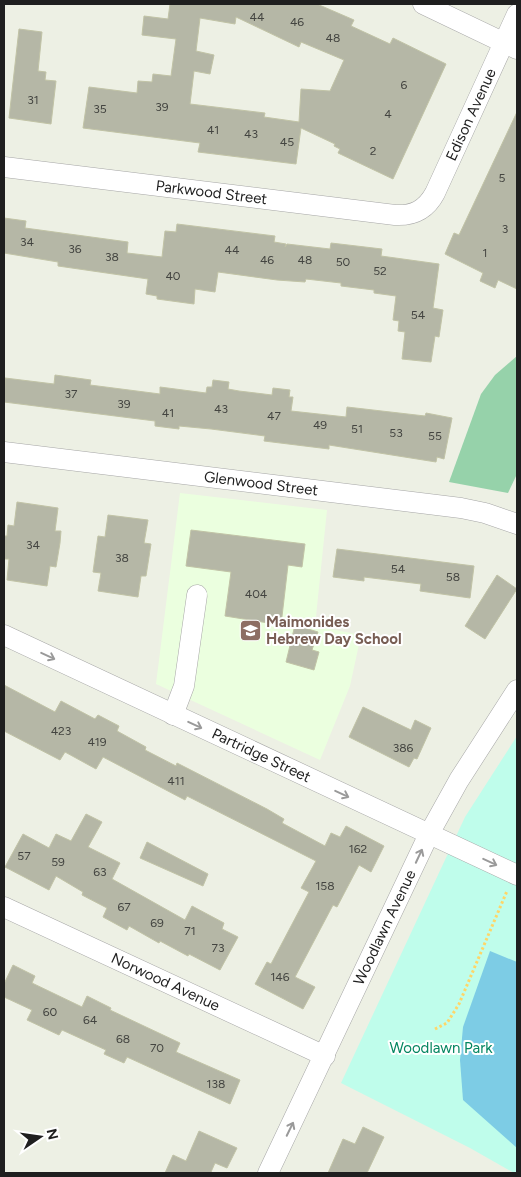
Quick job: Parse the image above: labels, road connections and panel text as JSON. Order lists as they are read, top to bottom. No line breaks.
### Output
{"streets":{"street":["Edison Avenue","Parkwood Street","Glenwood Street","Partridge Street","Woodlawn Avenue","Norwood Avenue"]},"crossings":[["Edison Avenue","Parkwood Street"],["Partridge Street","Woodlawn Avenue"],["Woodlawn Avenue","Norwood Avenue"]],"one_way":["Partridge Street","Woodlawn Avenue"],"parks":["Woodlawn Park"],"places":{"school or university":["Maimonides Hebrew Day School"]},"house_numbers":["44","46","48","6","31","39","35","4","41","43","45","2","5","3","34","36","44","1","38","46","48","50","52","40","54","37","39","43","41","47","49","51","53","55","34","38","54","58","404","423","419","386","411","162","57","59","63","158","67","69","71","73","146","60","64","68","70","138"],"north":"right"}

[WHAT TO PRODUCE] Copy out the material exactly as it stands, though no picture should appear in the copy.

[EXERCISE RESULT]
Quick job: Parse the image above: labels, road connections and panel text as JSON. Order lists as they are read, top to bottom. No line breaks.
### Output
{"streets":{"street":["Edison Avenue","Parkwood Street","Glenwood Street","Partridge Street","Woodlawn Avenue","Norwood Avenue"]},"crossings":[["Edison Avenue","Parkwood Street"],["Partridge Street","Woodlawn Avenue"],["Woodlawn Avenue","Norwood Avenue"]],"one_way":["Partridge Street","Woodlawn Avenue"],"parks":["Woodlawn Park"],"places":{"school or university":["Maimonides Hebrew Day School"]},"house_numbers":["44","46","48","6","31","39","35","4","41","43","45","2","5","3","34","36","44","1","38","46","48","50","52","40","54","37","39","43","41","47","49","51","53","55","34","38","54","58","404","423","419","386","411","162","57","59","63","158","67","69","71","73","146","60","64","68","70","138"],"north":"right"}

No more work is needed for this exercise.